2000s onwards FOE International member groups stop plans for 15 coal-fired plants in Germany, introduce a new law protecting glaciers from mining in Argentina, move to close Bangladesh’s ship-breaking yards, persuade the Norwegian government to hold off on oil activity, challenge destructive activities of oil companies in Nigeria, and convince the International Maritime Organisation to approve new rules on pollution from ships.
2004 Friends of the Earth supports a referendum to win acknowledgement that water is a human right in the Uruguayan constitution.
2008 The world’s first Climate Change Act is passed in the UK. Friends of the Earth groups grow to more than two million members and supporters.

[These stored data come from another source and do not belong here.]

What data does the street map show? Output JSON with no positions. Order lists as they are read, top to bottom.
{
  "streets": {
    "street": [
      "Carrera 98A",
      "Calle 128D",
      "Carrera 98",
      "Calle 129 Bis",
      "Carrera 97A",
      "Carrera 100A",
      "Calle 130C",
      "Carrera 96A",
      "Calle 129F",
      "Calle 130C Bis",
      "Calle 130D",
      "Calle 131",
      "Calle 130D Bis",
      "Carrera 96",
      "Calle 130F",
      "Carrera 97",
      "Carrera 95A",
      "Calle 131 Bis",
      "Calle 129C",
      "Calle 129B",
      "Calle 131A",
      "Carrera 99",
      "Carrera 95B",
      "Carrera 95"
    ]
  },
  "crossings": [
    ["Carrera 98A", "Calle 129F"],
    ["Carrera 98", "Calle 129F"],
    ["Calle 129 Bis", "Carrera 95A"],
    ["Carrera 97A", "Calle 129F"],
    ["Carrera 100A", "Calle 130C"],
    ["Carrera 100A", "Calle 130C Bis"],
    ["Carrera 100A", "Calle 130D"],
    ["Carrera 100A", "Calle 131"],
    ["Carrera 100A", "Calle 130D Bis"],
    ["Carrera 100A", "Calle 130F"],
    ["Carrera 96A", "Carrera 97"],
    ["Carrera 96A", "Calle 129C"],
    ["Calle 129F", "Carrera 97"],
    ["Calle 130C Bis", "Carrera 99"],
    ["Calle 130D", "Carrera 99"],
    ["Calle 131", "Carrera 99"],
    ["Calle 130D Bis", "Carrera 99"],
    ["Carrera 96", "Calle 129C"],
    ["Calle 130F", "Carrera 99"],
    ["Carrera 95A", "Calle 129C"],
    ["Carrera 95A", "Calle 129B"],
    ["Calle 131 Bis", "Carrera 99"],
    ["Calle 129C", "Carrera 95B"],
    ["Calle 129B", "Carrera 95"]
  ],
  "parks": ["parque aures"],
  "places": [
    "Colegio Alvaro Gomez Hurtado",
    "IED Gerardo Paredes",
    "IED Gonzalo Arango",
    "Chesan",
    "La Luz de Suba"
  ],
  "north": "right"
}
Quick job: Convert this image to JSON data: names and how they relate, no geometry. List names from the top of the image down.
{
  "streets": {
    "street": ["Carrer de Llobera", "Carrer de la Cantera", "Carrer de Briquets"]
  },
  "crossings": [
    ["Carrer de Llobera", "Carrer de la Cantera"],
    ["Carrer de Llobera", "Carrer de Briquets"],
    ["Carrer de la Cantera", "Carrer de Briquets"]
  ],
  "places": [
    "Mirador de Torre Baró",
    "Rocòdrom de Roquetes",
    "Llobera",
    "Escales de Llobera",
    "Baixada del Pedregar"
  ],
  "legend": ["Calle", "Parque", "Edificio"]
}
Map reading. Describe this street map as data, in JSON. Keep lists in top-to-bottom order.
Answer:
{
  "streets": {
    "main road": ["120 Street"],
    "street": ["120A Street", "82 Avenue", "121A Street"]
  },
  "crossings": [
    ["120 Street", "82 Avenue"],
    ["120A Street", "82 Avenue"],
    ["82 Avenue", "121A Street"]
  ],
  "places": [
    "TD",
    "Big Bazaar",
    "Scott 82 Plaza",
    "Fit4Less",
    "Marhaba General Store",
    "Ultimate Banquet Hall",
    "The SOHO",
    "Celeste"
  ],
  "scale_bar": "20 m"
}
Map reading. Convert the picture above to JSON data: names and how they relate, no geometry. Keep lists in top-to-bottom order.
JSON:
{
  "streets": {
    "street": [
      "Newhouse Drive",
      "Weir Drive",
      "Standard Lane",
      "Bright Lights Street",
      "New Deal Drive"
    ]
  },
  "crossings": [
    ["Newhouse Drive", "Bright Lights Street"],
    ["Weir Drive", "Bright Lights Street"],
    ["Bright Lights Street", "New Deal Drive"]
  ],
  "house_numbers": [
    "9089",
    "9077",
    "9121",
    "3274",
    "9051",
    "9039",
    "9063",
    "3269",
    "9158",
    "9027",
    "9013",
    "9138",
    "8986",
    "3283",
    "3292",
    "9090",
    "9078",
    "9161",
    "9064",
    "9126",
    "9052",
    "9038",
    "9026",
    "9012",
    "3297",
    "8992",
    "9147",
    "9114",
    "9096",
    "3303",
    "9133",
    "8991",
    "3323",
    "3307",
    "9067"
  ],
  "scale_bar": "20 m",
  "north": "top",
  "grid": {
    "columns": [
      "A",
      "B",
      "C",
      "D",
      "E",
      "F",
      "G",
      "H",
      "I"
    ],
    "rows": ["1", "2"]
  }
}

FOEI unites more than 5,000 local activist groups, and employs approximately 1,200 staff members. FOEI federation of 73 member groups grow from annual meetings of environmentalists from different countries who agree to campaign together on crucial issues, such as nuclear energy and whaling, from Africa, Asia Pacific, Europe, Latin America and the Caribbean, and North America.
2009 Recognition for waste-pickers in South Africa’s National Environmental Management Waste Act.
2010 onwards FOE International member groups provide alternative, sustainable economic opportunities for 5,000 people in Ghana, especially women, support community planting project to re-forest Ostend, Belgium replacing trees felled by energy giant GDF Suez, make a submission of a new Minerals Management Bill in the Philippines to promote sustainable, needs-based minerals management, and facilitate the participation of more than 600,000 people in 46 community consultations on mining, oil and dam projects in Guatemala.
2011 Publication of Friends of the Earth International book, 40 years of struggle and successes read pdf here.
See 40 years of Friends of the Earth in pictures by The Guardian here.
Latin America’s first national law banning new metal mining projects is passed in Costa Rica. FOE International works in close collaboration with allies including La Via Campesina, the World March of Women and many other groups.
2012 onwards FOEI member groups continue to campaign on climate justice and energy, economic justice, food sovereignty, forests and biodiversity, are human rights defenders and offer environment education exchange programs.
2019 Friends of the Earth International commits to work for gender justice and to dismantle patriarchy in our societies. FOEI continues to campaign on the most urgent environmental and social issues, with over 2 million members and supporters around the world. Read about our recent victories here.
2020 Friends of the Earth: mobilise - resist – transform
We are the world’s largest grassroots environmental network, uniting 73 national member groups and over 5,000 local activist groups on every continent. We challenge the current model of economic and corporate globalization, and promote solutions to help create environmentally sustainable and socially just societies.
The Economic Justice collective, based in Melbourne, stands with social movements, including feminists, factory workers, indigenous people and peasant movements around the world. We challenge governments on dodgy trade deals, target Australian companies committing human rights and environmental abuses across the globe, to demand economically just solutions.